Ever since then I’ve figured that braising pre-frozen limas is the way to go. This week’s lunch features an Iranian recipe, which simmers beans with a little olive oil, lots of dill, a whole head of garlic, a pinch of turmeric, and a squeeze of lime juice at the end. Curiously, it reminds me most of matzo ball soup. The dill and garlic create the Jewish flavor profile, while the rich creamy texture gives it that comfort-food feel. The original recipe added slivered almonds, but I’ll skip those next time. They’re good, but not needed.
I paired my beans with honey-roasted carrots (carrots/honey/salt-pepper-oil, chuck in a 450 oven) and a massaged kale salad. Massaging kale is magical! Just sprinkle chopped kale with a pinch of salt and plunge in the hands. It takes about five minutes of rubbing, but the leaves reduce in size and become tender enough to enjoy raw. Some folks stem the kale first, but I don’t bother – they add a nice crunch.
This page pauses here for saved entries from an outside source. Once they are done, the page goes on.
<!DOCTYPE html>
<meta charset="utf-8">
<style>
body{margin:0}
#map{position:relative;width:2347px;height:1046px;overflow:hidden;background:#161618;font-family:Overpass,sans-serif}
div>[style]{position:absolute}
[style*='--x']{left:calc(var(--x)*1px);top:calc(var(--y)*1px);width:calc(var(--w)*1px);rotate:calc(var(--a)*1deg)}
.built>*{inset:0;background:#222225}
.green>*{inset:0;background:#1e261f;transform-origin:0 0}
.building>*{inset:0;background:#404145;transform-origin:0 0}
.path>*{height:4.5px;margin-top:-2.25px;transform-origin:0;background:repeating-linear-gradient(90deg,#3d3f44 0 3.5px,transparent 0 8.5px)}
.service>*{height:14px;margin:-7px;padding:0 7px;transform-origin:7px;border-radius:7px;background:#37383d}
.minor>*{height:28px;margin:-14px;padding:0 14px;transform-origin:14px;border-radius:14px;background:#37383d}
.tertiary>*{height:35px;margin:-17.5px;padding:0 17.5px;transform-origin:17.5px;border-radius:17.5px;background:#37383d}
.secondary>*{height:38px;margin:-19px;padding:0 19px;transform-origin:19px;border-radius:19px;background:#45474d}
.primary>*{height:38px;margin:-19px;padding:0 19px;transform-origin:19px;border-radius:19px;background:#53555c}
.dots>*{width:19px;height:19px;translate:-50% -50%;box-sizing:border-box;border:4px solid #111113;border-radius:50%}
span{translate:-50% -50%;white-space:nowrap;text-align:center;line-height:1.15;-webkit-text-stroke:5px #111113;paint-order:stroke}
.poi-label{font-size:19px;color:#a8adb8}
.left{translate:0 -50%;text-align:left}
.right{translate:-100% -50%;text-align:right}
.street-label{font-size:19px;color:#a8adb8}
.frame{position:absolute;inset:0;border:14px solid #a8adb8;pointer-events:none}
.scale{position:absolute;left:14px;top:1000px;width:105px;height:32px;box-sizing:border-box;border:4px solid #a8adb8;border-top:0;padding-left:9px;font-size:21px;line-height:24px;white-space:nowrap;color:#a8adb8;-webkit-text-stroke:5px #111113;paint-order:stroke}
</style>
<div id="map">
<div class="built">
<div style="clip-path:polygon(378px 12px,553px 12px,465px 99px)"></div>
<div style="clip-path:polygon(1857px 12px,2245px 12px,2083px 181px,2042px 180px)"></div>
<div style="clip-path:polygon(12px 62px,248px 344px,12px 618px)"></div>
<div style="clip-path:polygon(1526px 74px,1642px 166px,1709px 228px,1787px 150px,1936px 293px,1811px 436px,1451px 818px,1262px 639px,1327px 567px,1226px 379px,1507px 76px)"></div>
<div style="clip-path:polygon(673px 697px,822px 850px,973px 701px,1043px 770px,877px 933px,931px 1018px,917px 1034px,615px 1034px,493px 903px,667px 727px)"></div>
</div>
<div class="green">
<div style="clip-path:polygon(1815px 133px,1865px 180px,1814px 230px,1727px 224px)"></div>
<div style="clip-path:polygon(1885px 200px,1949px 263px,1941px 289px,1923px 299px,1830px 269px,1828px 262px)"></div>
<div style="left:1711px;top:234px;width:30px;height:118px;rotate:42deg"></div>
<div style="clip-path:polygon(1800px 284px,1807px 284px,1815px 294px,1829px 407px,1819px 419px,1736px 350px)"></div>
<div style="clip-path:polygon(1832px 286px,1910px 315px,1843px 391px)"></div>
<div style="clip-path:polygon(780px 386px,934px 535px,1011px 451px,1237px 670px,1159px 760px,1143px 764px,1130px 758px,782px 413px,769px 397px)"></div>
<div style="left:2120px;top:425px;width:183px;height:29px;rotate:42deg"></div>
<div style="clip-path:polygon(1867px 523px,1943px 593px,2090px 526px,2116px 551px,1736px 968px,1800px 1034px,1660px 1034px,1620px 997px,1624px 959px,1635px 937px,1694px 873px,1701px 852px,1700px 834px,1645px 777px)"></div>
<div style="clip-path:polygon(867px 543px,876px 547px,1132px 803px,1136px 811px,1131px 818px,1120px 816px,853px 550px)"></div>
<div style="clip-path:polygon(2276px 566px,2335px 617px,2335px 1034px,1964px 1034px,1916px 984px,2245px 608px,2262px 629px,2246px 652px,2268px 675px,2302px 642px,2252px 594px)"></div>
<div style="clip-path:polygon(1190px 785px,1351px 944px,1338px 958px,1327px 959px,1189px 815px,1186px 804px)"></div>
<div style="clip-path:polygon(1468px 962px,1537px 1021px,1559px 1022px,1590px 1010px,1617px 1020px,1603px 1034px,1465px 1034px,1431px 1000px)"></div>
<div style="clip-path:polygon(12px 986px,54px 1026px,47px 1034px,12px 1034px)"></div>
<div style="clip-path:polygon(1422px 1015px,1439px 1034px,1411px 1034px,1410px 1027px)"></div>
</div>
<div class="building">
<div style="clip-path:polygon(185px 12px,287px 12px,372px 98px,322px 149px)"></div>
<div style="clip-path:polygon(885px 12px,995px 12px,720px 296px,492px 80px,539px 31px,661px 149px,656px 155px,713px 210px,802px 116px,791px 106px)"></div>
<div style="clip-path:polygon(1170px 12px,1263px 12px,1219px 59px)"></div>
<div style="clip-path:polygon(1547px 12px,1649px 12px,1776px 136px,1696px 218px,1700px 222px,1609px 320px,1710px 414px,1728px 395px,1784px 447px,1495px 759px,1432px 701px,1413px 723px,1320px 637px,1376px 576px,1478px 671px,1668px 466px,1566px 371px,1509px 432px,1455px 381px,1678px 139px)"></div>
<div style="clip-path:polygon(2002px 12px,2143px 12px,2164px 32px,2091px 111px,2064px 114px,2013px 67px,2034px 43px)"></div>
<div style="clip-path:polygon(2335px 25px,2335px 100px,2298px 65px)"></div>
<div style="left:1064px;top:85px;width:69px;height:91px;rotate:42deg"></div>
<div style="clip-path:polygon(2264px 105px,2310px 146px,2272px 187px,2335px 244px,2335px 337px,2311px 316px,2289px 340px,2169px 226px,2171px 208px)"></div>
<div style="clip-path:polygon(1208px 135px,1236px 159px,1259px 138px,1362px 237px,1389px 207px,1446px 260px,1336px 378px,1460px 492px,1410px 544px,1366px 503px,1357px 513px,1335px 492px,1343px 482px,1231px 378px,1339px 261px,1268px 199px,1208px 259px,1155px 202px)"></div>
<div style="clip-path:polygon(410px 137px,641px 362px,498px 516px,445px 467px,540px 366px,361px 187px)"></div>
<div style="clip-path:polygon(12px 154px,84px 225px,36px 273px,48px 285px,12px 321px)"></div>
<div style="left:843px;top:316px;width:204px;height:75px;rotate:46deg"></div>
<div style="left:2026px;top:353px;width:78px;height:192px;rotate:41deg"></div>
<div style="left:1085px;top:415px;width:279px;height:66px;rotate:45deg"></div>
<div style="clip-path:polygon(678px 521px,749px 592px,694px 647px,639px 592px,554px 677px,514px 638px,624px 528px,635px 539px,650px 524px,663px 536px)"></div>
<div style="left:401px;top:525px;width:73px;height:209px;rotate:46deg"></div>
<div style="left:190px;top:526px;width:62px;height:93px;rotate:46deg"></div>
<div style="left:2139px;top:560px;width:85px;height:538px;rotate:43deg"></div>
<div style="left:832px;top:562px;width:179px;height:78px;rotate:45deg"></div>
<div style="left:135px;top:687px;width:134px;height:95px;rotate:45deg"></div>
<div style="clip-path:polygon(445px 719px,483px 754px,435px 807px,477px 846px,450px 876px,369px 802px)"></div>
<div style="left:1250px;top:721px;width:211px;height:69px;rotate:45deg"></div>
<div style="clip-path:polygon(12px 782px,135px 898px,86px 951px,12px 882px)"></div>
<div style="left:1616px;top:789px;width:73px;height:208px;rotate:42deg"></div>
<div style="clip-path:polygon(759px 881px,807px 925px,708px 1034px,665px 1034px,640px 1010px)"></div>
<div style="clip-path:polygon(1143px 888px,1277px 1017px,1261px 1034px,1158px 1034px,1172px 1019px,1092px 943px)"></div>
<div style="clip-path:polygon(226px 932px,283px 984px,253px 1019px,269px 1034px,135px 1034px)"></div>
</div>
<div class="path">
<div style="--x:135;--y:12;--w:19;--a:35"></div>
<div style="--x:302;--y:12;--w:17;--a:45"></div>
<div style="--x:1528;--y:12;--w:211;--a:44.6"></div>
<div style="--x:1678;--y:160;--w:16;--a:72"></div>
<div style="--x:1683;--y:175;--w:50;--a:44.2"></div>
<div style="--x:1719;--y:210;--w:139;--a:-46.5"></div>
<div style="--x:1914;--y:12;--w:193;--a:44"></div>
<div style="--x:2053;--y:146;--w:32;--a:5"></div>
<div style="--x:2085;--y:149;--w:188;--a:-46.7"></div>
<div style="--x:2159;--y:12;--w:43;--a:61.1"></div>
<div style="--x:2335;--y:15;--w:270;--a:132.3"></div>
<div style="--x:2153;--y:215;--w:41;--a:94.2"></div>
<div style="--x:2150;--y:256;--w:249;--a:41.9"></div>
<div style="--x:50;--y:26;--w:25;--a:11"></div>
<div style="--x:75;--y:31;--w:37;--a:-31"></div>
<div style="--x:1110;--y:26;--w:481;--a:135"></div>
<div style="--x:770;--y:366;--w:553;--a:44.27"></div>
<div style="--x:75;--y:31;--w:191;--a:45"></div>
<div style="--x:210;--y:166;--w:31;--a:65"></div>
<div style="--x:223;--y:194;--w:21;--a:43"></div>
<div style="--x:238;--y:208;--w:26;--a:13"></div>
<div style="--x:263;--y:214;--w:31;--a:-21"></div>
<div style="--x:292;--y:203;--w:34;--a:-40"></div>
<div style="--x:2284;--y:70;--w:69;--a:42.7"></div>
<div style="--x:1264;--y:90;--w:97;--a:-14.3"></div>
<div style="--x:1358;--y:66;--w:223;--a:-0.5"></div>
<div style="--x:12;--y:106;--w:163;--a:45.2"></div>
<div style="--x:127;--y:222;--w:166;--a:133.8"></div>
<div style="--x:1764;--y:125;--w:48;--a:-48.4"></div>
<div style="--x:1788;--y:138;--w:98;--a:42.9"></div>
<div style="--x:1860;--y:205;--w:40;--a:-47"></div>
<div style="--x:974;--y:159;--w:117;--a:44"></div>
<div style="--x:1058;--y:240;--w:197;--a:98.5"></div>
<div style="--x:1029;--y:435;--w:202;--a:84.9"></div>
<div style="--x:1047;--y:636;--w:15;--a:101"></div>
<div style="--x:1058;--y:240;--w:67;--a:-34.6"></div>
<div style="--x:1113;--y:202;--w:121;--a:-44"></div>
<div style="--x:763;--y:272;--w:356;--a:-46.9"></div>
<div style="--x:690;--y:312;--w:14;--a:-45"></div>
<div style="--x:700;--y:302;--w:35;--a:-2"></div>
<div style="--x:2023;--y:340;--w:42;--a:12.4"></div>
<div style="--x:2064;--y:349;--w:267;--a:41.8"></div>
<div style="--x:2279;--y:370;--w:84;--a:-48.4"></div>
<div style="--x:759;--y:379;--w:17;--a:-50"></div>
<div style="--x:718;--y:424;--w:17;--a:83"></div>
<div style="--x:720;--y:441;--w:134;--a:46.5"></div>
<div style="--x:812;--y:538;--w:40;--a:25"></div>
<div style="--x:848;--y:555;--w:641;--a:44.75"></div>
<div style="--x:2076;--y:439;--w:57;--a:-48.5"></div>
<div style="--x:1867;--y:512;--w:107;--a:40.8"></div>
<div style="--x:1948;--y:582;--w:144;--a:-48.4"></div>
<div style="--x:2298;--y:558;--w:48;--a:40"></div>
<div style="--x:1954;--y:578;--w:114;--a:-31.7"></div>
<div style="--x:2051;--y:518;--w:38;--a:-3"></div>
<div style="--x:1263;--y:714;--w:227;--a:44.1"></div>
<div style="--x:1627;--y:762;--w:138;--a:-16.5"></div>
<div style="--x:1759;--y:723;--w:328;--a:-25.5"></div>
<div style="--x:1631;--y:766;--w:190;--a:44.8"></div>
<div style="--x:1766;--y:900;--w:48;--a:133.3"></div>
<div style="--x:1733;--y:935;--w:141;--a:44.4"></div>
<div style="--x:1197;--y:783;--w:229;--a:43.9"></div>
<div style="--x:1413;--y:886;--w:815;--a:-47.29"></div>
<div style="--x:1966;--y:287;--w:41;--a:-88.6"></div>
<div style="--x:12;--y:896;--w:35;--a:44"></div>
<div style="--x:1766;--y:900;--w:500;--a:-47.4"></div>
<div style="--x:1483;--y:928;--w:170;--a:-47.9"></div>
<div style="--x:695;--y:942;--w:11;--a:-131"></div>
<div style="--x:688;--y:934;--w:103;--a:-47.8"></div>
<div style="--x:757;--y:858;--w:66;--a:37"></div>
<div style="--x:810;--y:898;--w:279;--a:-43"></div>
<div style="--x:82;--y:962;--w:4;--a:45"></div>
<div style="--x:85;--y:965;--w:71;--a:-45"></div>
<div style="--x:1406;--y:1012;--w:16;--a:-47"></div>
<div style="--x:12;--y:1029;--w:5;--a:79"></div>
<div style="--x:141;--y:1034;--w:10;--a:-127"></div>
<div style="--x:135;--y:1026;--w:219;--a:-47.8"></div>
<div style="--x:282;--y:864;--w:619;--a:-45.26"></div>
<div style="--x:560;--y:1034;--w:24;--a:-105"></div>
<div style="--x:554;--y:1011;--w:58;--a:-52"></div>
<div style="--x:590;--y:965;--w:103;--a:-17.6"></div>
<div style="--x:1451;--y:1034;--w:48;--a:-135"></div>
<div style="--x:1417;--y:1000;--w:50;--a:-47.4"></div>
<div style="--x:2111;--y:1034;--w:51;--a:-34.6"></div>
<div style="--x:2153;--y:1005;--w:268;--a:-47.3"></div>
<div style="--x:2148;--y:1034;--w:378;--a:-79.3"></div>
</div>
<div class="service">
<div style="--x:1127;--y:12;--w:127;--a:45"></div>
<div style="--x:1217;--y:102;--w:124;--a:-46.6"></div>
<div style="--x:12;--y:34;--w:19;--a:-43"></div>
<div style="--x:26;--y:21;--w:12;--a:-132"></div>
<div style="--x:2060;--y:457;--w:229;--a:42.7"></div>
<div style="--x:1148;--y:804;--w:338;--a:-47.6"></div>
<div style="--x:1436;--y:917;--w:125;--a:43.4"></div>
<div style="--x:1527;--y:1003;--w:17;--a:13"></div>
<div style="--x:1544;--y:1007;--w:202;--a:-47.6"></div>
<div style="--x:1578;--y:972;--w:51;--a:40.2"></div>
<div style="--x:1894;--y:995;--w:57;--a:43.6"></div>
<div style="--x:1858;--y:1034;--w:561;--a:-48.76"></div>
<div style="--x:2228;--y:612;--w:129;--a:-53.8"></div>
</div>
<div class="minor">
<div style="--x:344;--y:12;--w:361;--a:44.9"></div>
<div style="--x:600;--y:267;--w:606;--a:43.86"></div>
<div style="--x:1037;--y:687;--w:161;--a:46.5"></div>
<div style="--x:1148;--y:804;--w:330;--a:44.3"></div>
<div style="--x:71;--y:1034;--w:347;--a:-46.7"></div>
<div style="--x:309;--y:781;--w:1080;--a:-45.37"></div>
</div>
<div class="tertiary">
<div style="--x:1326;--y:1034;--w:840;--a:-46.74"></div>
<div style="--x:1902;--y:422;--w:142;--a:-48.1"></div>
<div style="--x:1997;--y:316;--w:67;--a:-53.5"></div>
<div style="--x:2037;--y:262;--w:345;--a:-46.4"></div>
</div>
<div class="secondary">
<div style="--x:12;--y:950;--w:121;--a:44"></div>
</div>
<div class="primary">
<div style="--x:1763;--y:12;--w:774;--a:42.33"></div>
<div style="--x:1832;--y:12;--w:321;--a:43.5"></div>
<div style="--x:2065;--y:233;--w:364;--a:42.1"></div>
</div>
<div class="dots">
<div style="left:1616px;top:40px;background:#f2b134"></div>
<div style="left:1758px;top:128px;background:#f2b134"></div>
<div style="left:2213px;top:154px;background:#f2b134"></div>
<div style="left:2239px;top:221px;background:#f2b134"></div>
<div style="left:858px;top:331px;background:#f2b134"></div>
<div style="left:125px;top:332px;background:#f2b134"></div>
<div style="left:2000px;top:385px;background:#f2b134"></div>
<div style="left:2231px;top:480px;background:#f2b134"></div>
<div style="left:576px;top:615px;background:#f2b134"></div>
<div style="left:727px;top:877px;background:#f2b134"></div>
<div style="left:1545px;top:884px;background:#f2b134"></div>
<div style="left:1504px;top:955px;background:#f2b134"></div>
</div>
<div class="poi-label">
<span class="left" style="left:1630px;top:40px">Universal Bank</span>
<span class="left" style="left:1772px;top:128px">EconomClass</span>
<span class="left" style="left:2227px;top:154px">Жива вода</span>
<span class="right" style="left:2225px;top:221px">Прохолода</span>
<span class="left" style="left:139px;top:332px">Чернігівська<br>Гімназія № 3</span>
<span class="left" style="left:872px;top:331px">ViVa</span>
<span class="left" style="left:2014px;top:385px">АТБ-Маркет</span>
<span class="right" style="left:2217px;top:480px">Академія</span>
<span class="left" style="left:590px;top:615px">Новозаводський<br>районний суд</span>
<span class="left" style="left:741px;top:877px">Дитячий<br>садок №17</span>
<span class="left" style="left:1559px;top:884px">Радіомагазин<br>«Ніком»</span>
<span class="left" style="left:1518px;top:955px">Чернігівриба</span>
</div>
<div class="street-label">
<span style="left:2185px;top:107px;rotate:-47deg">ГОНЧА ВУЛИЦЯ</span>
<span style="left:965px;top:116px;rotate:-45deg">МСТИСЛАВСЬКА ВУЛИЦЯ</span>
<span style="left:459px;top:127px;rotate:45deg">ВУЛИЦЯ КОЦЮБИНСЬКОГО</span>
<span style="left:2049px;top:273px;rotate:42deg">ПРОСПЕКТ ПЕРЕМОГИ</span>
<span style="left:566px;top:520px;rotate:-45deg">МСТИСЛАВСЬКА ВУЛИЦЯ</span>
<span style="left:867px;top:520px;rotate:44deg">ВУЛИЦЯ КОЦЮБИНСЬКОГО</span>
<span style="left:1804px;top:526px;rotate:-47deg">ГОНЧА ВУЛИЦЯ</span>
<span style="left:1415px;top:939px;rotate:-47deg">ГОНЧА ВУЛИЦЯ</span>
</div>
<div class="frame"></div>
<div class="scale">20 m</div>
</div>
After massaging, I made a quick cooked vinaigrette. Saute chopped garlic (I used 4 cloves) until golden in a spoonful of olive oil. Toss in a handful of raisins, a slug of balsamic vinegar, and some salt and pepper. Cover and let simmer until the raisins are plump and the mixture has reduced somewhat. Man, this is a tangy-sweet triumph that you could use on any sturdy salad or cooked leafy green.